## Your task
Return, without pictures, the lines from the start of the data through the one that contains "1px #3b4a6d) drop-shadow(0".

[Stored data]
┌────────
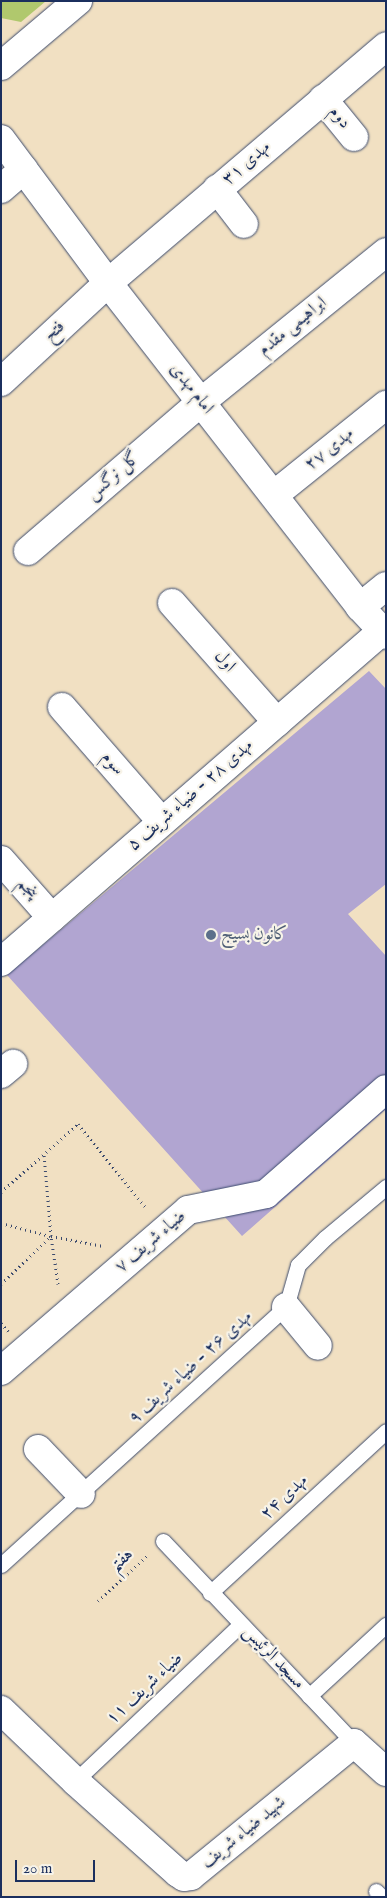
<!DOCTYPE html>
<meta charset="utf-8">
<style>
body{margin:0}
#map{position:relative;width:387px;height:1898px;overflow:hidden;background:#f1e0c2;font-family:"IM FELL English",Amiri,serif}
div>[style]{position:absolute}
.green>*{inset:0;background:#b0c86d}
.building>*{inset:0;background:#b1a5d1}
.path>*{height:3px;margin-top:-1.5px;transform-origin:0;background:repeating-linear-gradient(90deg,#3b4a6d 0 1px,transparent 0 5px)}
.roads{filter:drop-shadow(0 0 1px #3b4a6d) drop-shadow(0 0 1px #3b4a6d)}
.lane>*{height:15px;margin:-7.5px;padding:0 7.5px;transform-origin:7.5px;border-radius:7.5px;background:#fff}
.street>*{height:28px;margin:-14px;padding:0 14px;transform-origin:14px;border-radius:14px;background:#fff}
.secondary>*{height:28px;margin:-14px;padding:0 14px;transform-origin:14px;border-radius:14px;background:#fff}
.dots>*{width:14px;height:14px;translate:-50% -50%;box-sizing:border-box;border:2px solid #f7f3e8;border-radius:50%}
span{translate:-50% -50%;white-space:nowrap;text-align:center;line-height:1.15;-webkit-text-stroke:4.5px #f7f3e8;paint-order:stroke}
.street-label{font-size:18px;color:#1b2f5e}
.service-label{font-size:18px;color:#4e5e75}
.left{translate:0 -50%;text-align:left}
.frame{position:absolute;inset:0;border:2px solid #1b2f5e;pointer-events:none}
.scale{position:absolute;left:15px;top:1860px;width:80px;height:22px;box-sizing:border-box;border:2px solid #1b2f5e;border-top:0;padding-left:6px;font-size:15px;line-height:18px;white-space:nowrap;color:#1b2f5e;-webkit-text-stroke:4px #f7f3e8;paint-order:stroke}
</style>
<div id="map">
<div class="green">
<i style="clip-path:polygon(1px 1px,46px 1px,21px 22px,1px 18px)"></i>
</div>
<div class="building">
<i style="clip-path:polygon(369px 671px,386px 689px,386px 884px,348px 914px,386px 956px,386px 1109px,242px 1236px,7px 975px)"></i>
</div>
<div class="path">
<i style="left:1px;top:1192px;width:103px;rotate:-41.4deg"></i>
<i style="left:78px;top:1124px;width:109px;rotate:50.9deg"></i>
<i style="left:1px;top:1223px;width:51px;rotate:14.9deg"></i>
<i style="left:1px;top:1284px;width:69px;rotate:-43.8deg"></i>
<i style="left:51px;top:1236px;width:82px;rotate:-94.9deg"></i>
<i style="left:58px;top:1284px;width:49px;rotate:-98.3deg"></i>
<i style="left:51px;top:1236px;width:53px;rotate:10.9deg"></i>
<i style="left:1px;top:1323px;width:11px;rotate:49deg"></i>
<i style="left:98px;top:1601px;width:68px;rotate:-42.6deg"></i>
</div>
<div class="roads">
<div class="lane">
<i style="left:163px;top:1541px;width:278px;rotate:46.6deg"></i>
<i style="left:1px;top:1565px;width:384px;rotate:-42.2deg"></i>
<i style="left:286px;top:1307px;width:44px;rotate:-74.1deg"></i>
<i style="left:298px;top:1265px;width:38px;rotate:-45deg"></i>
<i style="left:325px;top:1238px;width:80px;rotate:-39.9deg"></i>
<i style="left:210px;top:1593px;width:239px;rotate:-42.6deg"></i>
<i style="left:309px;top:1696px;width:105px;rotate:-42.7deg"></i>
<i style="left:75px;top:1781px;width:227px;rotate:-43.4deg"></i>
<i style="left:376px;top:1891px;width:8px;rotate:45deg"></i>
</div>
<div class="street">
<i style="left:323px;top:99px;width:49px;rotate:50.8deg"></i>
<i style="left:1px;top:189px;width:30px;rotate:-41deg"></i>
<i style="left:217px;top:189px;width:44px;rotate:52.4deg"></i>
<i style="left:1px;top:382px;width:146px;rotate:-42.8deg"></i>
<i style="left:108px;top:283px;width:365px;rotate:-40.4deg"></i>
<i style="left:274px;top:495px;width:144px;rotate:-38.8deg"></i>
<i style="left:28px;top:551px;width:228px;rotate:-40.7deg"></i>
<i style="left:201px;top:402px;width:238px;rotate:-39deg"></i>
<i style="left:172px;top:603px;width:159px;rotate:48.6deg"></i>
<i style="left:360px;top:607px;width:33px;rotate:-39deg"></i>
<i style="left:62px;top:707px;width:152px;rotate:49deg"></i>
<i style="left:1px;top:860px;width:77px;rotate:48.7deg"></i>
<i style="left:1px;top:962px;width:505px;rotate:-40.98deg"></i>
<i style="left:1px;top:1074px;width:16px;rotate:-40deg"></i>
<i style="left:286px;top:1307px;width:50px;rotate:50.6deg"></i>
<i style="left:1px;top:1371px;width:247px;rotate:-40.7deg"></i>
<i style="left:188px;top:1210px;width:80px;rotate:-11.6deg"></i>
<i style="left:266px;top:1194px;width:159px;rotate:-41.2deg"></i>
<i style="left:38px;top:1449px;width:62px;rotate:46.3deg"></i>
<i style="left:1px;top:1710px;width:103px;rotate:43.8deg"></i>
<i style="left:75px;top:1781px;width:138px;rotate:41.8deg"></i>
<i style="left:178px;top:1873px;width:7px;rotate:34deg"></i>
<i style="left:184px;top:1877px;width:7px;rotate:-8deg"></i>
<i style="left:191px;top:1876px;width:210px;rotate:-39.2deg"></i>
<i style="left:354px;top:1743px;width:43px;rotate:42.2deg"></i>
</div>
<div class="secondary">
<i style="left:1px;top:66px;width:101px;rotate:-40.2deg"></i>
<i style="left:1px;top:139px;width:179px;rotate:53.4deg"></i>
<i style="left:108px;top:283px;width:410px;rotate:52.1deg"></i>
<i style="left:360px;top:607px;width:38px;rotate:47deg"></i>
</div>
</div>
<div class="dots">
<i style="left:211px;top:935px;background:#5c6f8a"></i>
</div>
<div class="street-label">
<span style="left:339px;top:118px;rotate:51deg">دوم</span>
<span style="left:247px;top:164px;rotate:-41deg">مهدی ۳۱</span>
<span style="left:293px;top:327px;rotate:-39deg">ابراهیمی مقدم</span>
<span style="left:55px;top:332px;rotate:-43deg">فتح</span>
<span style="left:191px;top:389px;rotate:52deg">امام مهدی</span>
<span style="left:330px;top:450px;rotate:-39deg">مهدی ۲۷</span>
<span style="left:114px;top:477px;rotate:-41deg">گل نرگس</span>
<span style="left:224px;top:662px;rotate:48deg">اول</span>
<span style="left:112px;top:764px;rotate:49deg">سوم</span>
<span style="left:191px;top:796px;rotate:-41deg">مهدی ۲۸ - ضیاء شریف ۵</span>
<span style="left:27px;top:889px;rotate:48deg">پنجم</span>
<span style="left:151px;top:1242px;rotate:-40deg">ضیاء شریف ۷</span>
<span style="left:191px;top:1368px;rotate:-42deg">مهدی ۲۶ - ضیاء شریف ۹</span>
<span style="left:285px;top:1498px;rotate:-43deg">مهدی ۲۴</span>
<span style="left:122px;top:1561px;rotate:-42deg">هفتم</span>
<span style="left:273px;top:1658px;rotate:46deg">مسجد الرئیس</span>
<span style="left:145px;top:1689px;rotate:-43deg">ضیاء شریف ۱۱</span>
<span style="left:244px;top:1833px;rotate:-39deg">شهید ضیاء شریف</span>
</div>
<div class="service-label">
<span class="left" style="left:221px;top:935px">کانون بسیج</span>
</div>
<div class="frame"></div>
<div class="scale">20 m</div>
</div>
└────────
## Task output
<!DOCTYPE html>
<meta charset="utf-8">
<style>
body{margin:0}
#map{position:relative;width:387px;height:1898px;overflow:hidden;background:#f1e0c2;font-family:"IM FELL English",Amiri,serif}
div>[style]{position:absolute}
.green>*{inset:0;background:#b0c86d}
.building>*{inset:0;background:#b1a5d1}
.path>*{height:3px;margin-top:-1.5px;transform-origin:0;background:repeating-linear-gradient(90deg,#3b4a6d 0 1px,transparent 0 5px)}
.roads{filter:drop-shadow(0 0 1px #3b4a6d) drop-shadow(0 0 1px #3b4a6d)}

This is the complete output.